Your instructions: Please retype the records below exactly, from the first line through the line containing "position:relative; width:2296px; height:466px;", and leave out any pictures.

- - -

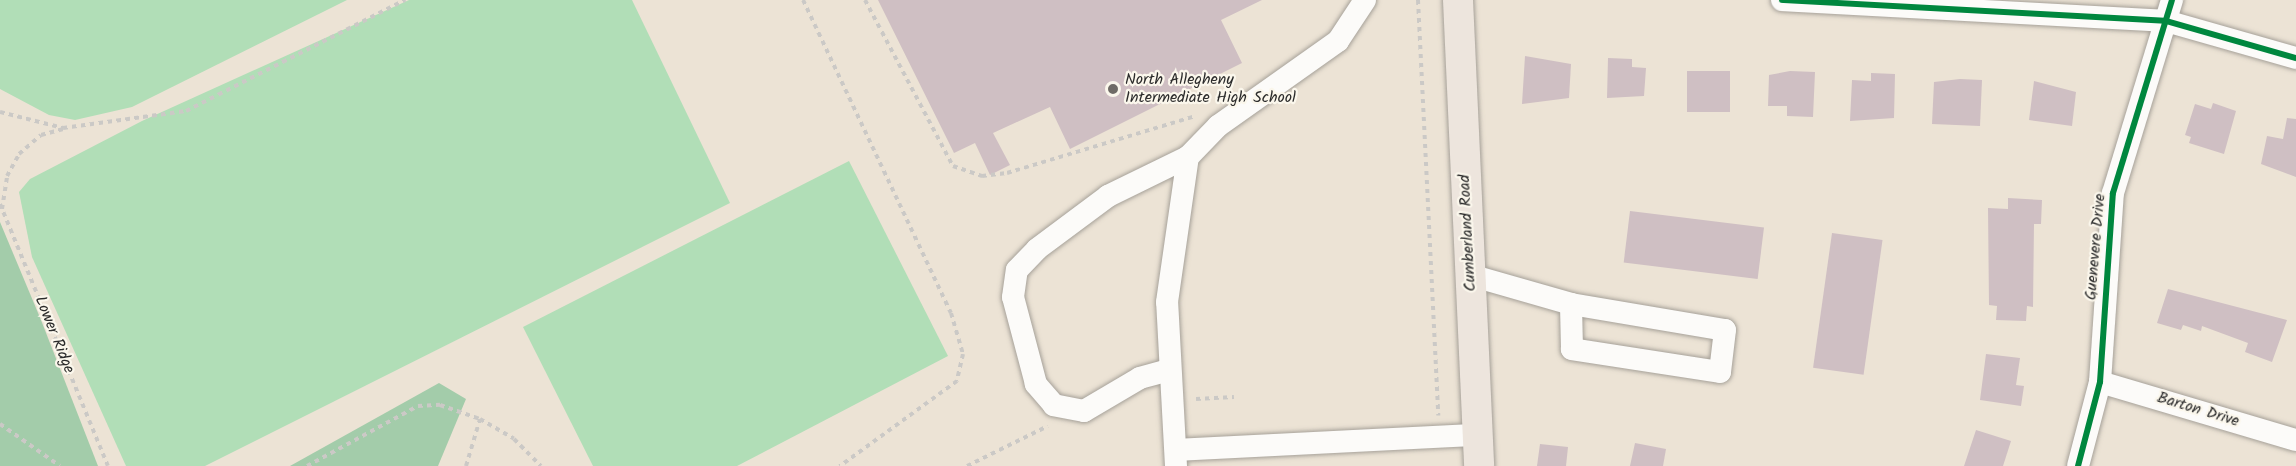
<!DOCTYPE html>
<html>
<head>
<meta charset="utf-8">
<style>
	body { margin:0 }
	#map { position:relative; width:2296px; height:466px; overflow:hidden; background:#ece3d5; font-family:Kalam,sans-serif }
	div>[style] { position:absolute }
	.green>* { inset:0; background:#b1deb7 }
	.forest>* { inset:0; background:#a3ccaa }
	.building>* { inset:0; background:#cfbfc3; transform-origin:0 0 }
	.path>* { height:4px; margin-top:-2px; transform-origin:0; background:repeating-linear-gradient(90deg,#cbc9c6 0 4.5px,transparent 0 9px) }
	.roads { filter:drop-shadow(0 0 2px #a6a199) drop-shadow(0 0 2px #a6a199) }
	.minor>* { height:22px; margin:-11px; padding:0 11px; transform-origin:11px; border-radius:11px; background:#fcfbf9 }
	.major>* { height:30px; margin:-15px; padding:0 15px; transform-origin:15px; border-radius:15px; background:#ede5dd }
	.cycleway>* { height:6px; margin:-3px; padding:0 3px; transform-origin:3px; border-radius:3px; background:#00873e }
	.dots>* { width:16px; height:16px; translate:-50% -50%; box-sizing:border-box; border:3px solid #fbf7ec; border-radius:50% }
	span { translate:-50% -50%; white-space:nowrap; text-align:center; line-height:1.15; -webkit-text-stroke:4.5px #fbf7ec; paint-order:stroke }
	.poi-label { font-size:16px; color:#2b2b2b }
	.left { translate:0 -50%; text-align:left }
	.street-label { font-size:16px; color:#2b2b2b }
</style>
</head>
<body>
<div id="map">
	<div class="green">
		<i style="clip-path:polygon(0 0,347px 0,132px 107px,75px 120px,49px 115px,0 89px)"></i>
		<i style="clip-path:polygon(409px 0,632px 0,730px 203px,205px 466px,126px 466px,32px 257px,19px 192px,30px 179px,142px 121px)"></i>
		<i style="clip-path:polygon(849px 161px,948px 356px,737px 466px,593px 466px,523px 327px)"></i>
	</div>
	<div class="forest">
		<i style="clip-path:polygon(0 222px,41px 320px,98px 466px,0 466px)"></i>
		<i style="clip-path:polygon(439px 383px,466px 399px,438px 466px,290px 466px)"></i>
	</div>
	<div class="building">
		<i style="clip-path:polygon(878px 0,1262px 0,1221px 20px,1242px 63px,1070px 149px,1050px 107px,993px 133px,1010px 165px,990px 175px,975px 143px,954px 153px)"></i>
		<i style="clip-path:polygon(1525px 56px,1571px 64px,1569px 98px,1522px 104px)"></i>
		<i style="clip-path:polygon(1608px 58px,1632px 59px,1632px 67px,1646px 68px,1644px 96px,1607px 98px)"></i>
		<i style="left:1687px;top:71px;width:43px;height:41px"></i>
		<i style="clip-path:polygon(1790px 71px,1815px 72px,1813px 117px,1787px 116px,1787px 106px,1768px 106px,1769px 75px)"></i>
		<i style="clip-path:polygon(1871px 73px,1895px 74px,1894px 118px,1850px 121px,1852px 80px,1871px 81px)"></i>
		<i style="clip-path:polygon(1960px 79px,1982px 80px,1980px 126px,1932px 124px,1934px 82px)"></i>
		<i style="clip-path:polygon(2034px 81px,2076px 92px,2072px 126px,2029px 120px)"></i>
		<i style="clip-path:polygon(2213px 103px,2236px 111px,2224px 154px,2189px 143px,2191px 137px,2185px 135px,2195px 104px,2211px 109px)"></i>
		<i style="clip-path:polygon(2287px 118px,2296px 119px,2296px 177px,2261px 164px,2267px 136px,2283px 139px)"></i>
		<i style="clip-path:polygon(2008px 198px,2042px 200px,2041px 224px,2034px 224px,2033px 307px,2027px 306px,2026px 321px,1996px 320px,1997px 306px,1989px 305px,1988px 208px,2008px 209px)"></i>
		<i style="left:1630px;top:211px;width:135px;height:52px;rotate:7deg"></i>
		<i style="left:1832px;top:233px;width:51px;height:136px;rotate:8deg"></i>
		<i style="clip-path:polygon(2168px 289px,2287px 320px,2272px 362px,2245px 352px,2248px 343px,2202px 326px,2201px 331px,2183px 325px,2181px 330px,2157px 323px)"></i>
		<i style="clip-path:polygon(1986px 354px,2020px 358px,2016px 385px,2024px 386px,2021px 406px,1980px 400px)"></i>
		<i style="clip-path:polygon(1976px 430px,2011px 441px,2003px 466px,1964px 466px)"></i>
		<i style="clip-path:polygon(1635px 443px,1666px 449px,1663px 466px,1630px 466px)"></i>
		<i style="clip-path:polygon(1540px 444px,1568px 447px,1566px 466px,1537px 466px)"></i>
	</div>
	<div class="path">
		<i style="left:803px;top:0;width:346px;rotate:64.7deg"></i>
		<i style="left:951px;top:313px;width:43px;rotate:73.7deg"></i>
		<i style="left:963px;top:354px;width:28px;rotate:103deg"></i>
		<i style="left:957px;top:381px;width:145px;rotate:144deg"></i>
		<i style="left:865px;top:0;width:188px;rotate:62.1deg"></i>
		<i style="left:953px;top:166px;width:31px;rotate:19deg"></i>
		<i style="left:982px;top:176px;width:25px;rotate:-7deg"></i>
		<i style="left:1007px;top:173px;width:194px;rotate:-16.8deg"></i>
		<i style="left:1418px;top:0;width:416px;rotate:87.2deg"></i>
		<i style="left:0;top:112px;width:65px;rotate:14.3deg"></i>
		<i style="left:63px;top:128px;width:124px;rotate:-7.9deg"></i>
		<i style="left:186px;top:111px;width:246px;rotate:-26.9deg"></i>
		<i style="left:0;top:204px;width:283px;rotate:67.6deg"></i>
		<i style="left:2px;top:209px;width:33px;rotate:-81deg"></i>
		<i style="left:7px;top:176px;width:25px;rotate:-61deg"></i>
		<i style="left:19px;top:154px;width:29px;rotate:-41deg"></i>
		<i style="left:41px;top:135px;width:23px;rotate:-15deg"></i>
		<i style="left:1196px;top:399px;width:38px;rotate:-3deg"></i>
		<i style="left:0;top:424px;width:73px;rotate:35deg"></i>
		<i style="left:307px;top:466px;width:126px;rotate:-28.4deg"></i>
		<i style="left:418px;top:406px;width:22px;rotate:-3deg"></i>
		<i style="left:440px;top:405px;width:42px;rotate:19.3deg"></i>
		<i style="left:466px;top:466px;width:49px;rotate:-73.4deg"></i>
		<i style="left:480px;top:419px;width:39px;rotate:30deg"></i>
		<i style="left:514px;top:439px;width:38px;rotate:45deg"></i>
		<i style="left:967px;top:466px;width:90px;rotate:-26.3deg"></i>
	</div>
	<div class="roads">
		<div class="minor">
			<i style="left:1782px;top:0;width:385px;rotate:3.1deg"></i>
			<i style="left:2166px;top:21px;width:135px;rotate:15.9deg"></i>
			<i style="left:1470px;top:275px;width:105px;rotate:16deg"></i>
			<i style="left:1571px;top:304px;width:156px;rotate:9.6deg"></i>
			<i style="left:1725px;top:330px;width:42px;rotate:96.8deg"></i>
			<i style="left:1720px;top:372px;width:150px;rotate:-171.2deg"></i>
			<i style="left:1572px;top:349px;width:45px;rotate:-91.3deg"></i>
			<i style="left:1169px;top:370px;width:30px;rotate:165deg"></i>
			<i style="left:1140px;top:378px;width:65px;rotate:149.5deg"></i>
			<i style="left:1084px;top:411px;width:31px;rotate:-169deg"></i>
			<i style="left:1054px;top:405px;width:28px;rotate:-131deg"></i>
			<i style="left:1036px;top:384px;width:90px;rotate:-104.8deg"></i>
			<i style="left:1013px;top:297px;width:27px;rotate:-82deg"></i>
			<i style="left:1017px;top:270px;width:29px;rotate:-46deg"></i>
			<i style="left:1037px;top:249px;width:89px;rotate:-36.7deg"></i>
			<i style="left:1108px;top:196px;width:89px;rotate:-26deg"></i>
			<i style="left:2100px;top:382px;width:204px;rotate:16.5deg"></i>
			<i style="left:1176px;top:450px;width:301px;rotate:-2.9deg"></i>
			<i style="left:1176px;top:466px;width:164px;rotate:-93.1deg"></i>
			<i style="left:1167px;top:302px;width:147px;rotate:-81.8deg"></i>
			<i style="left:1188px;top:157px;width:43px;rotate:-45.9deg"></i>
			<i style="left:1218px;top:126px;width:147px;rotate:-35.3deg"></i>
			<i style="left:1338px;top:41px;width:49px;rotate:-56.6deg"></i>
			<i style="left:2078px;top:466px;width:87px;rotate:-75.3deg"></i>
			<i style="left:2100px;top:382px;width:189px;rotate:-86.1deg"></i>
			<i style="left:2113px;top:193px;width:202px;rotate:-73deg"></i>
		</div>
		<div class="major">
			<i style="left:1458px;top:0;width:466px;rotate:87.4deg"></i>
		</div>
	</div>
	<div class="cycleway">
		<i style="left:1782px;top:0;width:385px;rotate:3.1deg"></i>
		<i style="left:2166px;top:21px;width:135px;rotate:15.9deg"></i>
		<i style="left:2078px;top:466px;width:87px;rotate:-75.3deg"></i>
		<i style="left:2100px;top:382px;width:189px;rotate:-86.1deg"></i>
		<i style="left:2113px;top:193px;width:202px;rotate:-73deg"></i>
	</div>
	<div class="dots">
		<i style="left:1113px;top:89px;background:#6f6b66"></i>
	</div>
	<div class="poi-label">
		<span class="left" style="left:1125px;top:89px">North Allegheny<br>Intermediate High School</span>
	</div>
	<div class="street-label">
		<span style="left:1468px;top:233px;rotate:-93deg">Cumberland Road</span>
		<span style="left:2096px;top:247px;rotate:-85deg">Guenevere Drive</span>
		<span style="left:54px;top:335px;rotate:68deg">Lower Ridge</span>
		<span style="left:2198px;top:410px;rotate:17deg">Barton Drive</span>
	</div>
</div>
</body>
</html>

- - -

Answer box:
<!DOCTYPE html>
<html>
<head>
<meta charset="utf-8">
<style>
	body { margin:0 }
	#map { position:relative; width:2296px; height:466px; overflow:hidden; background:#ece3d5; font-family:Kalam,sans-serif }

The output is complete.